Published on 10.03.2020

Alzheimer's disease: when the saliva speaks


It is estimated that every 17 minutes in Switzerland someone receives a diagnosis of some form of dementia. A team of researchers at the University of Fribourg has shown that an analysis of the microbial flora present in saliva enables the early identification of patients at risk. A vital discovery for the implementation of preventative treatments.

In 2019, there were in Switzerland more than 128,209 patients suffering from dementia. Alzheimer’s disease is the most common form of dementia, particularly amongst the elderly, and is characterised by a progressive atrophy of the brain, accompanied by loss of memory. The disease develops progressively with a long asymptomatic phase lasting more than 10 years. Once symptoms of memory loss appear, irreversible processes have long set in, making medical treatments particularly challenging.

Importance of early detection
For the last 20 years– researchers have struggled to develop any disease modifying drug halting the progression of the disease. The failure rate of clinical trials even exceeds 99%! So it is not surprising that there is general agreement that detecting Alzheimer’s disease early on is crucial if one wishes to adopt preventative therapeutic measures for patients at risk.

Signs of the disease in the saliva
In 2019, an American-Polish team was able to demonstrate a link between P.gingivalis, a key periodontal pathogen, and Alzheimer’s disease. It is the same type of indication, hidden in the saliva, which Dr Alberi Auber’s team has succeeded in identifying.
The researchers at SICHH and the University of Fribourg, in collaboration with Professor Jean-Marie Annoni and his neurology team at the Fribourg Cantonal Hospital (HFR), have, as a first step, used olfactory and cognitive tests to identify patients presenting with a loss of sense of smell, a potential indicator of Alzheimer’s disease. They then proceeded to analyse the microbial flora in the saliva of these subjects. This screening procedure has enabled them to show that the flora composition changes  in line with the severity of the disease.
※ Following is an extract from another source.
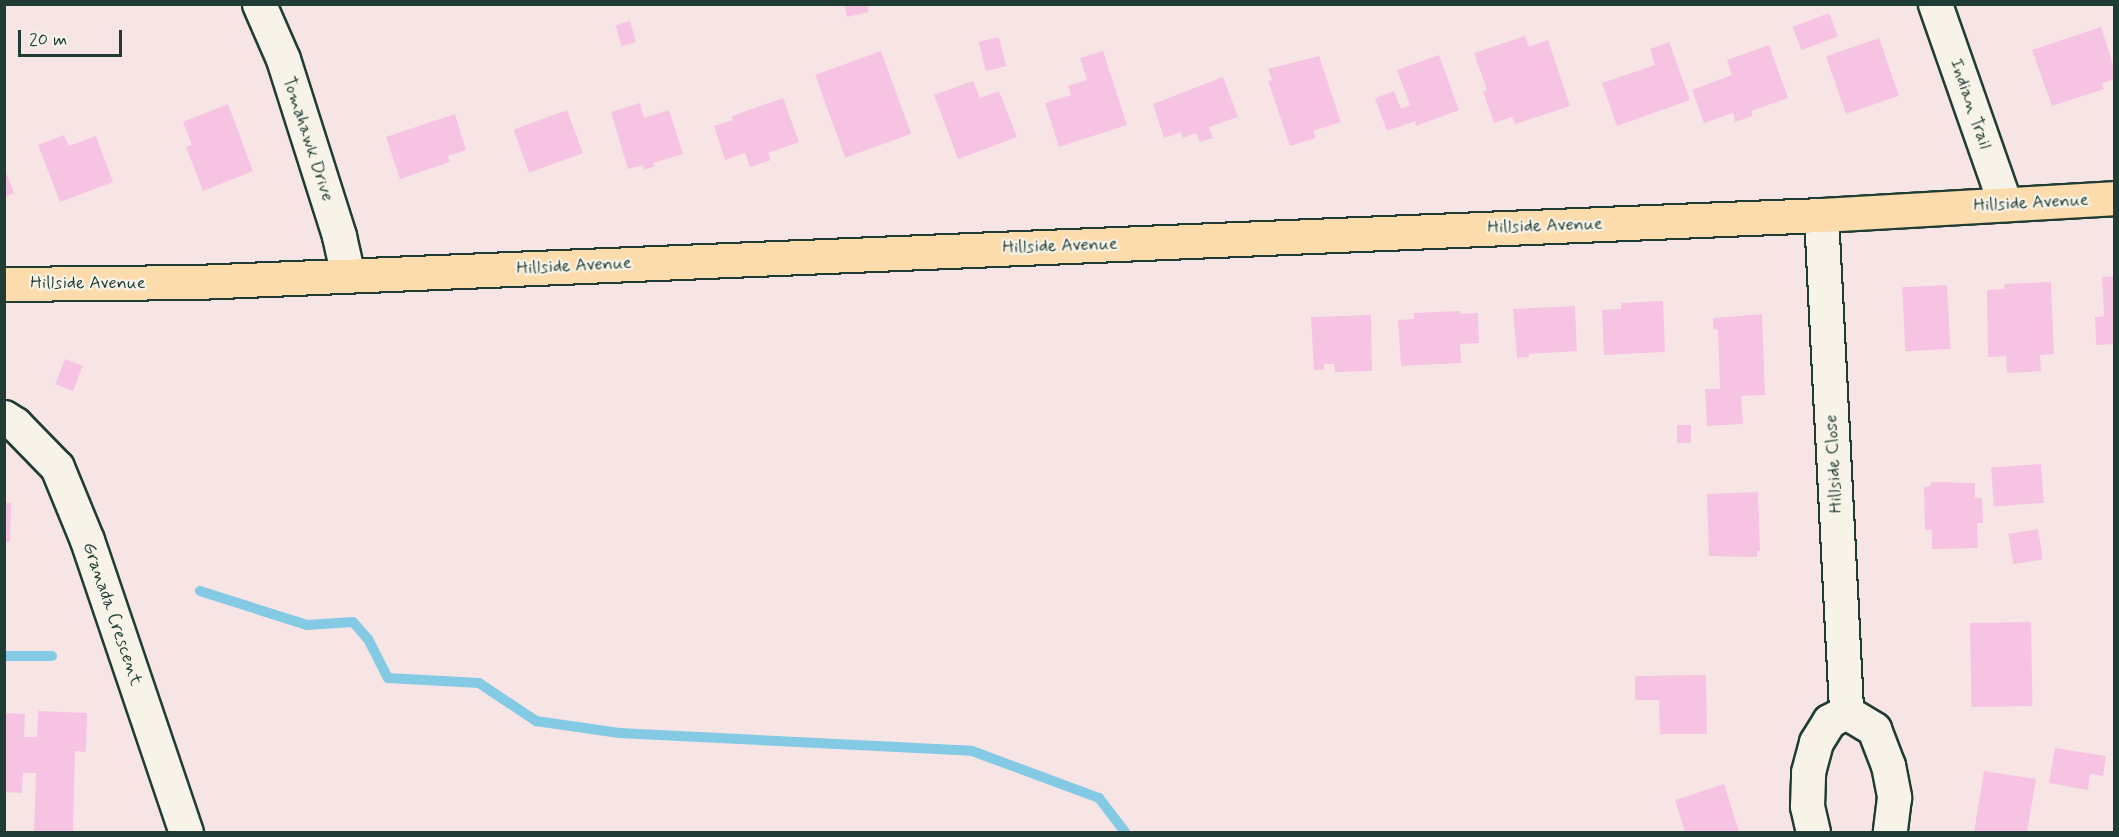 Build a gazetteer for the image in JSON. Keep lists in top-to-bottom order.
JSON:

These results, published in the prestigious Alzheimer’s & Dementia Journal, show that the saliva, provides an excellent and non-invasive biofluid for diagnosing early stage Alzheimer’s disease.

Prevention is better…since there is yet no cure
This early screening procedure, is essential: in the current absence of effective therapies, as it allows the employment of preventive treatments aimed at limiting oral inflammation, improving personal hygiene and increasing the plasticity of the brain. As the WHO and the Alzheimer’s associations advocates, in the current state of things, preventive strategies remain the most pragmatic solution against dementia’s the progression.

Bathini P, Foucras S, Dupanloup I, Imeri H, Perna A, Berruex J-L, et al. Classifying dementia progression using microbial profiling of saliva. Alzheimer’s & Dementia: Diagnosis, Assessment & Disease Monitoring 2020;12:73–7.